◆ Assignment: Extract all of the entries and set them down verbatim.

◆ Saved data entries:
-*-

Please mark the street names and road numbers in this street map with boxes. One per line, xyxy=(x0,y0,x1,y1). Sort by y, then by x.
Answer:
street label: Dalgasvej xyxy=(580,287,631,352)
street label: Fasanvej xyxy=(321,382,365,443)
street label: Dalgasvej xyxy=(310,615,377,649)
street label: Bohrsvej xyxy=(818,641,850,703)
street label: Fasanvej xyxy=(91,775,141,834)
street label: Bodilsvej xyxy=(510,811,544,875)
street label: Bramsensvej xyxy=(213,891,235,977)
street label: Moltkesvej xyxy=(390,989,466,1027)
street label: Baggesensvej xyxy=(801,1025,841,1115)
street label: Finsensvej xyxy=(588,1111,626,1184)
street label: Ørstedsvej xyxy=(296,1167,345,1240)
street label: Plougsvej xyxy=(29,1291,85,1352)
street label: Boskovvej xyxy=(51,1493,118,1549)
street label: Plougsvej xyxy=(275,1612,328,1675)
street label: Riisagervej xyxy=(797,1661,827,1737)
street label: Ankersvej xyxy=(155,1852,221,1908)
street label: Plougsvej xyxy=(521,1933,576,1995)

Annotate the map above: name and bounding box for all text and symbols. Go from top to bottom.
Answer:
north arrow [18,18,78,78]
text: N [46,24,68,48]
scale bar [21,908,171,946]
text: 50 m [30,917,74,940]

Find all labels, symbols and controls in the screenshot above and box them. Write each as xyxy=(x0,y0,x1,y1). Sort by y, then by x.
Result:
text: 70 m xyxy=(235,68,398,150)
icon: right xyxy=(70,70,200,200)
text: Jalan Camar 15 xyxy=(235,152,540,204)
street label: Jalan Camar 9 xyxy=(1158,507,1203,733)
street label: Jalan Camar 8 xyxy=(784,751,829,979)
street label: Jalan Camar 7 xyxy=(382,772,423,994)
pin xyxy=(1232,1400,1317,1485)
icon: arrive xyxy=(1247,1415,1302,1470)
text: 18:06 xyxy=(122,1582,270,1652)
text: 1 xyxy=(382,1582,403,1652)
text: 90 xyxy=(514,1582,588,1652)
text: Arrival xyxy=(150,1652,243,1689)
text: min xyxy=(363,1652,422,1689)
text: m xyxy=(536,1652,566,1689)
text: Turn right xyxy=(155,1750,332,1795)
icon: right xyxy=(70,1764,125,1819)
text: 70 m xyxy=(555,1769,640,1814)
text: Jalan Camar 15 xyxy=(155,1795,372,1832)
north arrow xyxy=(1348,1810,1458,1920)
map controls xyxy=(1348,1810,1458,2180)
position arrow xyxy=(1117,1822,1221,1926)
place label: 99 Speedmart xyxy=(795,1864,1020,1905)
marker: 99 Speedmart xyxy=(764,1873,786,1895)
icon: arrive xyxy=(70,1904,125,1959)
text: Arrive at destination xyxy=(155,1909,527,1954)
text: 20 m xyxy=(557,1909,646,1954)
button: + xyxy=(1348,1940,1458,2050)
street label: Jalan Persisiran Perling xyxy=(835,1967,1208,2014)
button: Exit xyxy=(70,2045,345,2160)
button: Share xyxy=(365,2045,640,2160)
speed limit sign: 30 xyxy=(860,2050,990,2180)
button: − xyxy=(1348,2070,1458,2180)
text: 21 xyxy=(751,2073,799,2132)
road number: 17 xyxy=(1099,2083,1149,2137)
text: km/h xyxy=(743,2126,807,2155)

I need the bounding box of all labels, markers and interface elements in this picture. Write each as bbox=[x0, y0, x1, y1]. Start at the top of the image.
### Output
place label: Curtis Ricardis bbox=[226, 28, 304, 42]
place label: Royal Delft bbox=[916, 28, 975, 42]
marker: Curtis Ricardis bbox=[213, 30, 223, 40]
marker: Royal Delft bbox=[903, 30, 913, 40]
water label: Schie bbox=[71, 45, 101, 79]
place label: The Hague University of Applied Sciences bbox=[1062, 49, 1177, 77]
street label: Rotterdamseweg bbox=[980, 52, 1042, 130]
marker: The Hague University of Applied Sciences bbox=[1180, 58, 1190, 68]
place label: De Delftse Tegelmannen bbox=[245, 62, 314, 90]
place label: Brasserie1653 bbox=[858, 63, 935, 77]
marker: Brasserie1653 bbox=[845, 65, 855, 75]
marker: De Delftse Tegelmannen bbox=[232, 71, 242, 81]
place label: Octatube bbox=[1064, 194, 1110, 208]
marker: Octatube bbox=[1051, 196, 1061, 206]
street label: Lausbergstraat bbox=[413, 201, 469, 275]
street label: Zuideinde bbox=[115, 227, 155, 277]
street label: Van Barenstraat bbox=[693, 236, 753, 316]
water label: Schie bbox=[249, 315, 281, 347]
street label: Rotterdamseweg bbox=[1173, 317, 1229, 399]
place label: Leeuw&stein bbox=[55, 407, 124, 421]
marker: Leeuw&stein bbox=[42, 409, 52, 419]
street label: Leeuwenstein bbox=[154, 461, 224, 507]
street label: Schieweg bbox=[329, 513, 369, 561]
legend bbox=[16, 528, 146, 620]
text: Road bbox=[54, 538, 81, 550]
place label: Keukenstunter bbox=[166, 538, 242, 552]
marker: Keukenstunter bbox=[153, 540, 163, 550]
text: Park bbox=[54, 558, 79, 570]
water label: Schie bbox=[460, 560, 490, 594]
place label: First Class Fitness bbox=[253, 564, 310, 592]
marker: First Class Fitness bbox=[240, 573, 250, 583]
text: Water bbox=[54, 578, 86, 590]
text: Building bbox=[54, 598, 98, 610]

-*-

◆ Answer to the problem:
Please mark the street names and road numbers in this street map with boxes. One per line, xyxy=(x0,y0,x1,y1). Sort by y, then by x.
Answer:
street label: Dalgasvej xyxy=(580,287,631,352)
street label: Fasanvej xyxy=(321,382,365,443)
street label: Dalgasvej xyxy=(310,615,377,649)
street label: Bohrsvej xyxy=(818,641,850,703)
street label: Fasanvej xyxy=(91,775,141,834)
street label: Bodilsvej xyxy=(510,811,544,875)
street label: Bramsensvej xyxy=(213,891,235,977)
street label: Moltkesvej xyxy=(390,989,466,1027)
street label: Baggesensvej xyxy=(801,1025,841,1115)
street label: Finsensvej xyxy=(588,1111,626,1184)
street label: Ørstedsvej xyxy=(296,1167,345,1240)
street label: Plougsvej xyxy=(29,1291,85,1352)
street label: Boskovvej xyxy=(51,1493,118,1549)
street label: Plougsvej xyxy=(275,1612,328,1675)
street label: Riisagervej xyxy=(797,1661,827,1737)
street label: Ankersvej xyxy=(155,1852,221,1908)
street label: Plougsvej xyxy=(521,1933,576,1995)

Annotate the map above: name and bounding box for all text and symbols. Go from top to bottom.
Answer:
north arrow [18,18,78,78]
text: N [46,24,68,48]
scale bar [21,908,171,946]
text: 50 m [30,917,74,940]

Find all labels, symbols and controls in the screenshot above and box them. Write each as xyxy=(x0,y0,x1,y1). Sort by y, then by x.
Result:
text: 70 m xyxy=(235,68,398,150)
icon: right xyxy=(70,70,200,200)
text: Jalan Camar 15 xyxy=(235,152,540,204)
street label: Jalan Camar 9 xyxy=(1158,507,1203,733)
street label: Jalan Camar 8 xyxy=(784,751,829,979)
street label: Jalan Camar 7 xyxy=(382,772,423,994)
pin xyxy=(1232,1400,1317,1485)
icon: arrive xyxy=(1247,1415,1302,1470)
text: 18:06 xyxy=(122,1582,270,1652)
text: 1 xyxy=(382,1582,403,1652)
text: 90 xyxy=(514,1582,588,1652)
text: Arrival xyxy=(150,1652,243,1689)
text: min xyxy=(363,1652,422,1689)
text: m xyxy=(536,1652,566,1689)
text: Turn right xyxy=(155,1750,332,1795)
icon: right xyxy=(70,1764,125,1819)
text: 70 m xyxy=(555,1769,640,1814)
text: Jalan Camar 15 xyxy=(155,1795,372,1832)
north arrow xyxy=(1348,1810,1458,1920)
map controls xyxy=(1348,1810,1458,2180)
position arrow xyxy=(1117,1822,1221,1926)
place label: 99 Speedmart xyxy=(795,1864,1020,1905)
marker: 99 Speedmart xyxy=(764,1873,786,1895)
icon: arrive xyxy=(70,1904,125,1959)
text: Arrive at destination xyxy=(155,1909,527,1954)
text: 20 m xyxy=(557,1909,646,1954)
button: + xyxy=(1348,1940,1458,2050)
street label: Jalan Persisiran Perling xyxy=(835,1967,1208,2014)
button: Exit xyxy=(70,2045,345,2160)
button: Share xyxy=(365,2045,640,2160)
speed limit sign: 30 xyxy=(860,2050,990,2180)
button: − xyxy=(1348,2070,1458,2180)
text: 21 xyxy=(751,2073,799,2132)
road number: 17 xyxy=(1099,2083,1149,2137)
text: km/h xyxy=(743,2126,807,2155)

I need the bounding box of all labels, markers and interface elements in this picture. Write each as bbox=[x0, y0, x1, y1]. Start at the top of the image.
### Output
place label: Curtis Ricardis bbox=[226, 28, 304, 42]
place label: Royal Delft bbox=[916, 28, 975, 42]
marker: Curtis Ricardis bbox=[213, 30, 223, 40]
marker: Royal Delft bbox=[903, 30, 913, 40]
water label: Schie bbox=[71, 45, 101, 79]
place label: The Hague University of Applied Sciences bbox=[1062, 49, 1177, 77]
street label: Rotterdamseweg bbox=[980, 52, 1042, 130]
marker: The Hague University of Applied Sciences bbox=[1180, 58, 1190, 68]
place label: De Delftse Tegelmannen bbox=[245, 62, 314, 90]
place label: Brasserie1653 bbox=[858, 63, 935, 77]
marker: Brasserie1653 bbox=[845, 65, 855, 75]
marker: De Delftse Tegelmannen bbox=[232, 71, 242, 81]
place label: Octatube bbox=[1064, 194, 1110, 208]
marker: Octatube bbox=[1051, 196, 1061, 206]
street label: Lausbergstraat bbox=[413, 201, 469, 275]
street label: Zuideinde bbox=[115, 227, 155, 277]
street label: Van Barenstraat bbox=[693, 236, 753, 316]
water label: Schie bbox=[249, 315, 281, 347]
street label: Rotterdamseweg bbox=[1173, 317, 1229, 399]
place label: Leeuw&stein bbox=[55, 407, 124, 421]
marker: Leeuw&stein bbox=[42, 409, 52, 419]
street label: Leeuwenstein bbox=[154, 461, 224, 507]
street label: Schieweg bbox=[329, 513, 369, 561]
legend bbox=[16, 528, 146, 620]
text: Road bbox=[54, 538, 81, 550]
place label: Keukenstunter bbox=[166, 538, 242, 552]
marker: Keukenstunter bbox=[153, 540, 163, 550]
text: Park bbox=[54, 558, 79, 570]
water label: Schie bbox=[460, 560, 490, 594]
place label: First Class Fitness bbox=[253, 564, 310, 592]
marker: First Class Fitness bbox=[240, 573, 250, 583]
text: Water bbox=[54, 578, 86, 590]
text: Building bbox=[54, 598, 98, 610]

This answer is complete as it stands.